SOURCE RECORDS
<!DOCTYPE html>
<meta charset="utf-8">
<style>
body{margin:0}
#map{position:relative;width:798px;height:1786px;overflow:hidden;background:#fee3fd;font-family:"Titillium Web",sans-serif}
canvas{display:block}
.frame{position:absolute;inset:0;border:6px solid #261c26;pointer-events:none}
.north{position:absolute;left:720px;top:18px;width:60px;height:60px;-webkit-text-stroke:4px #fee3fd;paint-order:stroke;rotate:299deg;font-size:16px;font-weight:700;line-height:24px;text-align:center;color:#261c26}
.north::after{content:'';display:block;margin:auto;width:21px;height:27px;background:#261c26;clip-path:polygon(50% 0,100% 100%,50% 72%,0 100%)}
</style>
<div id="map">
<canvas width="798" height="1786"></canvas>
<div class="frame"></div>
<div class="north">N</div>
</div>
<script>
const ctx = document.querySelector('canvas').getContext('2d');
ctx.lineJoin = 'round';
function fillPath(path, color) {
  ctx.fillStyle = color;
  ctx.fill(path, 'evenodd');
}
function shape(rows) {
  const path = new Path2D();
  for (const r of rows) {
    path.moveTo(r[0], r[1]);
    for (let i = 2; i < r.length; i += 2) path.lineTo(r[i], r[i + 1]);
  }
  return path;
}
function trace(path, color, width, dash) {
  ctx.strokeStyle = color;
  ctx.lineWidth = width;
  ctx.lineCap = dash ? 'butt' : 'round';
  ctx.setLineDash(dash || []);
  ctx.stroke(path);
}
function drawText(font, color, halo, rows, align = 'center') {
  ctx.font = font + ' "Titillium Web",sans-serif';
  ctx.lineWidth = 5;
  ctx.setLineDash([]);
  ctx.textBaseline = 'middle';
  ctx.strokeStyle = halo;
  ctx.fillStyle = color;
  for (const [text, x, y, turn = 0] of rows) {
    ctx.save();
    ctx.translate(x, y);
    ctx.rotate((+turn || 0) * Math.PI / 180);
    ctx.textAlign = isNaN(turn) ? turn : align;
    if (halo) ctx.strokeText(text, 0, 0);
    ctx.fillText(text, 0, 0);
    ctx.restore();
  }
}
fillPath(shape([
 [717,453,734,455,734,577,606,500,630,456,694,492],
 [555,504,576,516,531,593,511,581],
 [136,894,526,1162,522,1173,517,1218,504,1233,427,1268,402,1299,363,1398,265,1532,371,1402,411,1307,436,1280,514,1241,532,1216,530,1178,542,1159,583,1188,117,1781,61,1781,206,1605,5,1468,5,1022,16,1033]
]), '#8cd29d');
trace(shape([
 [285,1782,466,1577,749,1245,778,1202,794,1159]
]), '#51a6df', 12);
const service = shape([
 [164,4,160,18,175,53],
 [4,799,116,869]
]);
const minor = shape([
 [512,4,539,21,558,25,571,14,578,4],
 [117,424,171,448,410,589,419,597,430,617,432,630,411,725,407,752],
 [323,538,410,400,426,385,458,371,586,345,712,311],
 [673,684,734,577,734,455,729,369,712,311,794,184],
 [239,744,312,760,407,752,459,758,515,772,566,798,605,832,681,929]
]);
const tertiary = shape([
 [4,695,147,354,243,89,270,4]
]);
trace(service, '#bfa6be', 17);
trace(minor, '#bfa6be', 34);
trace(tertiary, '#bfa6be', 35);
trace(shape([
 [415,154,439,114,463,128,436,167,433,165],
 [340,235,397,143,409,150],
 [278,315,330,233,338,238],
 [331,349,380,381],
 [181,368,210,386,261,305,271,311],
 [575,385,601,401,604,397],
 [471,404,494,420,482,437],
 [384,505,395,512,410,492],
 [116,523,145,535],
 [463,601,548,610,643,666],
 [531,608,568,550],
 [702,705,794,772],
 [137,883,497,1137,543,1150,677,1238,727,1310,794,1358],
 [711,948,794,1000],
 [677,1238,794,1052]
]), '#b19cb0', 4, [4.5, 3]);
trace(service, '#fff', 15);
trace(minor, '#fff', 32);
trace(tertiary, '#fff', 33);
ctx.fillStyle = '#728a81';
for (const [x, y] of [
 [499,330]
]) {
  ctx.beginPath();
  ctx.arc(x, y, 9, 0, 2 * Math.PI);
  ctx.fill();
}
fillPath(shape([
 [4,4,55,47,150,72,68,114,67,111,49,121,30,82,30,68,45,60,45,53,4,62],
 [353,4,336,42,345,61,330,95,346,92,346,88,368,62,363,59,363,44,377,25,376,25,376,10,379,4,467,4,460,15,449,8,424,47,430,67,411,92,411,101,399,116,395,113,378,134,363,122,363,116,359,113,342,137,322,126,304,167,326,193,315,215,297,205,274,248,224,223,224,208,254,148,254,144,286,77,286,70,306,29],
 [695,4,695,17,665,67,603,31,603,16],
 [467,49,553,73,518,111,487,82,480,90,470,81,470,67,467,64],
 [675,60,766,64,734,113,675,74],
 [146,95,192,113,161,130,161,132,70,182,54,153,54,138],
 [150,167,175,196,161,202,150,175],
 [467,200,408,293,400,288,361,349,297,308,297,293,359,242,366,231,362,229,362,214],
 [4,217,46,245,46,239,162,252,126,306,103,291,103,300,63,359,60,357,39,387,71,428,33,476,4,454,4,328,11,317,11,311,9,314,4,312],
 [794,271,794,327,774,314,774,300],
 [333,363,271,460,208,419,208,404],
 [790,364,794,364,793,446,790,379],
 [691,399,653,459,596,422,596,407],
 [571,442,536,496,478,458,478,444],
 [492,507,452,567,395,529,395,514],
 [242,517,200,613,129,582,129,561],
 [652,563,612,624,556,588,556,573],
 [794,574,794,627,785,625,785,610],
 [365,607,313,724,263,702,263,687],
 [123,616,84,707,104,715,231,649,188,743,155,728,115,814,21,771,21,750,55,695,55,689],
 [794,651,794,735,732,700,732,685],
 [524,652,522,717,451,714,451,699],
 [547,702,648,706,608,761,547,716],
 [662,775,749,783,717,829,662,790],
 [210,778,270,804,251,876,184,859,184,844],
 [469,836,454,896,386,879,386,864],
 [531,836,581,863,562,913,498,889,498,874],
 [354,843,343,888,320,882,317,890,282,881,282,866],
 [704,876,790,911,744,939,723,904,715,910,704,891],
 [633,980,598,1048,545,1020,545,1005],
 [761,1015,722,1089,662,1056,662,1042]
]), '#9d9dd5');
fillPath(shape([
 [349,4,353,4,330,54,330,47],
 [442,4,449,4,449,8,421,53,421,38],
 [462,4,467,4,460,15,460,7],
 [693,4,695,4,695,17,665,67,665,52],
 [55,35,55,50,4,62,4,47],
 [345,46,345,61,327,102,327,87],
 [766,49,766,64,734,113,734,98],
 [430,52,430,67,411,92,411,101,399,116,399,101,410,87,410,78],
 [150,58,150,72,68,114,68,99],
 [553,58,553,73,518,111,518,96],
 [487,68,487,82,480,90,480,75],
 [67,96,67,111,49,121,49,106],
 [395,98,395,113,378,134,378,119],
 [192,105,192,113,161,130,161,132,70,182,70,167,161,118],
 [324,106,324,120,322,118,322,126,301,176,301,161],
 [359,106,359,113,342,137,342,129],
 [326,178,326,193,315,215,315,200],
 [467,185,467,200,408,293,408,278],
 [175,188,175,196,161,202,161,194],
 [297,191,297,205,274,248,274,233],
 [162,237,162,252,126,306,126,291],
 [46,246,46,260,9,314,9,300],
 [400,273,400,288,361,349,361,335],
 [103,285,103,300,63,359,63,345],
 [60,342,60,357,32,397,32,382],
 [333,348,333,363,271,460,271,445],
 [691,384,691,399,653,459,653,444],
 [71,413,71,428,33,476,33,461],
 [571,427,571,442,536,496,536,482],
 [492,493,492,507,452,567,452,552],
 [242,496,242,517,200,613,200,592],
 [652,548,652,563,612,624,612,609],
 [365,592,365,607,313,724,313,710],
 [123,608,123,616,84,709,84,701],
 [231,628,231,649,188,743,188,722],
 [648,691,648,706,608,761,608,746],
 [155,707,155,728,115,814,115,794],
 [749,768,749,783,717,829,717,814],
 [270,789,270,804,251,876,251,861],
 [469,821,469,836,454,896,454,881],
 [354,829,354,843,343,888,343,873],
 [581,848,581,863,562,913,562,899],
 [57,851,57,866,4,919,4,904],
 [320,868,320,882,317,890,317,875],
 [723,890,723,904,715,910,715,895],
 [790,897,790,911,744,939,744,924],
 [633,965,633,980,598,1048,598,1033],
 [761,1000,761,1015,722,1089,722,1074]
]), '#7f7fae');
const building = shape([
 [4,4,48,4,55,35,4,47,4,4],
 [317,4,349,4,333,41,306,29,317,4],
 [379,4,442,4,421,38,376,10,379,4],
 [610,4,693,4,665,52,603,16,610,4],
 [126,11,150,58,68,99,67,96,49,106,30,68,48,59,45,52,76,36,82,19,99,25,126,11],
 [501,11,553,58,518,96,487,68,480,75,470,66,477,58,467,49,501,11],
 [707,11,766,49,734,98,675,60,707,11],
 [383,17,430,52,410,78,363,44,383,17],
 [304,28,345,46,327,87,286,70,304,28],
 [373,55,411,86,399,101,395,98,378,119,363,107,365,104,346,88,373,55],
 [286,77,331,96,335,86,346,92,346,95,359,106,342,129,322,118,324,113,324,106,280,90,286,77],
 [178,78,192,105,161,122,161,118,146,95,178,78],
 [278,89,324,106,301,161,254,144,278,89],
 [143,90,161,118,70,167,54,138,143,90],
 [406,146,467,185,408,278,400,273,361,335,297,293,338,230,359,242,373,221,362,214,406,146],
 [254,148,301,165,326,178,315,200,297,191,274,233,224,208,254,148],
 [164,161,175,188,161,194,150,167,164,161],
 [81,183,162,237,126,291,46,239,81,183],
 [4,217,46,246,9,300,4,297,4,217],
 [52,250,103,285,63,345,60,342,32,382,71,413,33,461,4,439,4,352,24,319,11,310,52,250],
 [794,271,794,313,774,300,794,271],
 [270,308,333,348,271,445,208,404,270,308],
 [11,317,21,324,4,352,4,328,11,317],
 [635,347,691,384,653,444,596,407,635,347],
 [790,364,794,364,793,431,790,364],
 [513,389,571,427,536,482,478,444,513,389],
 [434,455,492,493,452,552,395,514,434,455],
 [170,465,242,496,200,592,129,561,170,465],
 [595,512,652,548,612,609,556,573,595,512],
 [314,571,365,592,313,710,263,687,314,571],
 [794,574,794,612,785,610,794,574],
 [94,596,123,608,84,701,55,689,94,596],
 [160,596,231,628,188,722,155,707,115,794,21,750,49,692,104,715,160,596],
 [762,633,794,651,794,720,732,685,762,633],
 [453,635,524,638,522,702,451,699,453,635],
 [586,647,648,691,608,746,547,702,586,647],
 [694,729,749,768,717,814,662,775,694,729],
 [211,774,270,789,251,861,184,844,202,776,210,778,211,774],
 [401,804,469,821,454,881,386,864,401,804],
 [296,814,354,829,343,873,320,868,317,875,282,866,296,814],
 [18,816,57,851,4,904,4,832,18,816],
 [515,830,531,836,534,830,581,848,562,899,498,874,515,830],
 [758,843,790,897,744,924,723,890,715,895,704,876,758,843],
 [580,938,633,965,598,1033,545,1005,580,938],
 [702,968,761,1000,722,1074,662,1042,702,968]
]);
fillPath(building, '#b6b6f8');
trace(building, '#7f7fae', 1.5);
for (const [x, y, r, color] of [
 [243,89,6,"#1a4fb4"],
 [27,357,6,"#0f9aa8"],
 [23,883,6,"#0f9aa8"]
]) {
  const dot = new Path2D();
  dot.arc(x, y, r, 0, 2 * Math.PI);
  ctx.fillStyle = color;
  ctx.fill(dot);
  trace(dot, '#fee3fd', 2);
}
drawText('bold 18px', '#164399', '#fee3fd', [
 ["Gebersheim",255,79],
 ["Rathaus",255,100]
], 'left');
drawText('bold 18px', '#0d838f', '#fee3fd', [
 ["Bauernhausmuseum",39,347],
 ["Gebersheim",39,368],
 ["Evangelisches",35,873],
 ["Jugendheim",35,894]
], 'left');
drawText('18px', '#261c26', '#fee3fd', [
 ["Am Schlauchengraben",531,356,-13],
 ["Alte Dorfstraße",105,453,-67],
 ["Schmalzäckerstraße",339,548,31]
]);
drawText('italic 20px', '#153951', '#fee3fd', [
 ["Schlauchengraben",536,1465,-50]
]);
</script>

* * *

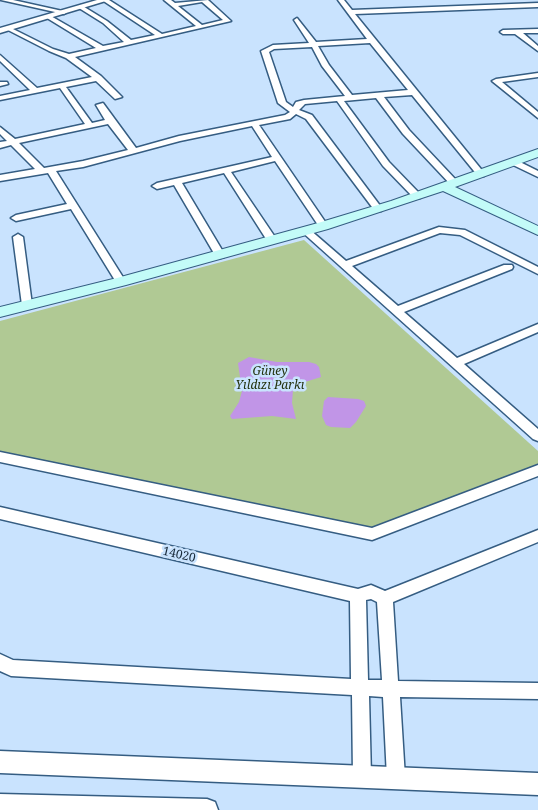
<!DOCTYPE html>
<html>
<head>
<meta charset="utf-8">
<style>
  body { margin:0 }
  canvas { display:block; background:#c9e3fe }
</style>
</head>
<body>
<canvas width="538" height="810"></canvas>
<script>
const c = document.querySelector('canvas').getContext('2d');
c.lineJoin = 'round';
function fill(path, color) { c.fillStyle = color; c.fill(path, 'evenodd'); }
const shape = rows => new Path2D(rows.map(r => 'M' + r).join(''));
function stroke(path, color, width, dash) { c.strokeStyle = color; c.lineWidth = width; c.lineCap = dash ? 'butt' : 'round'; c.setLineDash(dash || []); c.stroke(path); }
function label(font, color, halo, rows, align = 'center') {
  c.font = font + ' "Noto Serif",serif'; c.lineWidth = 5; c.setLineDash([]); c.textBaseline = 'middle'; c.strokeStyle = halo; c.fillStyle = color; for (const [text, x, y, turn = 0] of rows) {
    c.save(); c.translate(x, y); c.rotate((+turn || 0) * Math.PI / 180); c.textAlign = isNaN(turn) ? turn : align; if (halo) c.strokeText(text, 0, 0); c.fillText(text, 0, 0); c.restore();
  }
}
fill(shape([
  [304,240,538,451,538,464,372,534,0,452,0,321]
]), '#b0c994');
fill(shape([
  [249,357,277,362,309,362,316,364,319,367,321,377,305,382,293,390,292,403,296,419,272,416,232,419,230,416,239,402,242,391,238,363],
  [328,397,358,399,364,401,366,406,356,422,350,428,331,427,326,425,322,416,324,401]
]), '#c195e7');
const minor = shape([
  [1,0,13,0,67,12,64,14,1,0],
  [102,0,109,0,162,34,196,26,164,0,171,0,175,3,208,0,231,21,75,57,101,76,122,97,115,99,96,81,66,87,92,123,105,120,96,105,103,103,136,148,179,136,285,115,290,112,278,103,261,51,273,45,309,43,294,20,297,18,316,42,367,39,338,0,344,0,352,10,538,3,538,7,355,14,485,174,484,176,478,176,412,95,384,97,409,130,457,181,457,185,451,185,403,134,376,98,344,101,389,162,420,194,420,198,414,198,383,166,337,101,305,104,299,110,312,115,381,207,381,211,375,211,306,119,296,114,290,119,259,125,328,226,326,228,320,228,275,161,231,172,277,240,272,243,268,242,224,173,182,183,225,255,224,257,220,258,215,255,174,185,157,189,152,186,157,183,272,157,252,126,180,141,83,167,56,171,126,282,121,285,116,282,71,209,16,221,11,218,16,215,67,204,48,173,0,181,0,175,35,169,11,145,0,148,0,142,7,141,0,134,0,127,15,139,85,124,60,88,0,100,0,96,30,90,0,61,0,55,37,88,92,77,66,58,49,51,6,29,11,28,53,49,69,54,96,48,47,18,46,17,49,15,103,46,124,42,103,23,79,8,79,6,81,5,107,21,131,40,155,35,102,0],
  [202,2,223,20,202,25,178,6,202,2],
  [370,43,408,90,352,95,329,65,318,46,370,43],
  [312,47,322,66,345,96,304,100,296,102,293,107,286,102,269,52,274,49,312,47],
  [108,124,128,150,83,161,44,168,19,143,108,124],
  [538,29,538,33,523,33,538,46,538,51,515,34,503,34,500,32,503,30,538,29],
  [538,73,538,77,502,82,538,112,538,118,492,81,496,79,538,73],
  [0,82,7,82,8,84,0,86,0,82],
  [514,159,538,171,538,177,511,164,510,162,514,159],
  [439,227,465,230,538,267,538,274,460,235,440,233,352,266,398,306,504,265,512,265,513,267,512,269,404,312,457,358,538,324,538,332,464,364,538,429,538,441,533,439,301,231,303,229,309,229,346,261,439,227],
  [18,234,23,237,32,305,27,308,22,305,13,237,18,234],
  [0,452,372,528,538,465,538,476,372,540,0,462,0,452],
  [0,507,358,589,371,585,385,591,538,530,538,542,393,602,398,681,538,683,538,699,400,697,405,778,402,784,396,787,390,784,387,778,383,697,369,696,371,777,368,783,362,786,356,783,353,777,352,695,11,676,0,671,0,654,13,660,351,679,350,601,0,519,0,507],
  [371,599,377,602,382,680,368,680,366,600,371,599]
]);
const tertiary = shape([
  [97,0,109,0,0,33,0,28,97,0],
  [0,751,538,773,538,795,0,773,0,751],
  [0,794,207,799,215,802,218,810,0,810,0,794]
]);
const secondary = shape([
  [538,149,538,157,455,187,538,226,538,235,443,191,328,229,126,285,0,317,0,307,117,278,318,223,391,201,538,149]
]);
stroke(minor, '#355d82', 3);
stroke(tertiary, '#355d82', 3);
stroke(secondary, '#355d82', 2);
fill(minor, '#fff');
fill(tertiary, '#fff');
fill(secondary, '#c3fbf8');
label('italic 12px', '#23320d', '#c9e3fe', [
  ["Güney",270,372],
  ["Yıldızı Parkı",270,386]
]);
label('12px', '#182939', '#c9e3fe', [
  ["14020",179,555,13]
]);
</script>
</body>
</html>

INSTRUCTIONS FOR THE TASK
There is a run of lines above from the one with "const shape = rows" to the one with "c.font = font"; print exactly that run, both ends included, and nothing else.

EXPECTED ANSWER
const shape = rows => new Path2D(rows.map(r => 'M' + r).join(''));
function stroke(path, color, width, dash) { c.strokeStyle = color; c.lineWidth = width; c.lineCap = dash ? 'butt' : 'round'; c.setLineDash(dash || []); c.stroke(path); }
function label(font, color, halo, rows, align = 'center') {
  c.font = font + ' "Noto Serif",serif'; c.lineWidth = 5; c.setLineDash([]); c.textBaseline = 'middle'; c.strokeStyle = halo; c.fillStyle = color; for (const [text, x, y, turn = 0] of rows) {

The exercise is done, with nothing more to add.